Donald captained the Melbourne Football Club in its fertile years of recurring premierships. Of the Medal he spoke seldom and little. I remember one datum: the Charles Brownlow Medal is awarded to the player voted by the umpires as the FAIREST and the best. Over the twenty years we worked together that described Donald Cordner: he was the best at everything he put hand or foot to; and he personified honour.

 

Like Donald, Adam Goodes captained his club. Like Donald he saw a role for himself in community service. Like Donald, Adam Goodes is a leader, a man of vision, of substance.

 

In 2003 we saw Adam receiving the first of his two Brownlow Medals. Although he shared the distinction that year with two other champions – one of whom captained the club of my own allegiance – it is the image of Goodes that lingers. More particularly the choice of his companion. Alone among the great young men, Adam brought his mother along, the sole parent who raised him and his siblings. Goodes’ mother contrasted with the other companions, generally blondes, frequently trophy females with cleavage.

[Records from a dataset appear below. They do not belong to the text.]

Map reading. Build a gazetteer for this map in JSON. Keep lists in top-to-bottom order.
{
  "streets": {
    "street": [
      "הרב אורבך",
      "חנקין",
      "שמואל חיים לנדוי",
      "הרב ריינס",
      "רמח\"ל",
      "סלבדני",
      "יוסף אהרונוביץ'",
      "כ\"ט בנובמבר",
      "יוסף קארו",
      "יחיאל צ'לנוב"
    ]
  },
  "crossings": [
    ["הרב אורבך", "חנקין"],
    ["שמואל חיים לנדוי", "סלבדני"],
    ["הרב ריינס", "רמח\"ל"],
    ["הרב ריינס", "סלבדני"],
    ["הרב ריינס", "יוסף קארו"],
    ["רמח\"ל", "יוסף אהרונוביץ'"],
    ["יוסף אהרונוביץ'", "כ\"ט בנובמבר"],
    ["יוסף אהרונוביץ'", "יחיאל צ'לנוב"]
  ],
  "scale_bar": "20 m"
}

Mrs Goodes looked what she is, an Aboriginal matron. Nothing fashionable – read, ‘mutable, evanescent’ – just his Mum, the woman Adam Goodes chose to raise to public honour.

 

When I looked at this man, this original, I saw one who stands for family, for loyalty,  one who knows his roots and is proud. Like his ethnically distinctive medallist forebears, Robert Dipierdimenico and Jim Stynes, Adam is Australia incarnate. He reminds us of our inextinguishably diverse makeup. That diversity, for most Australians, is our glory; for some an intolerable truth. When those persons boo Adam Goodes, they boo their community, they boo themselves.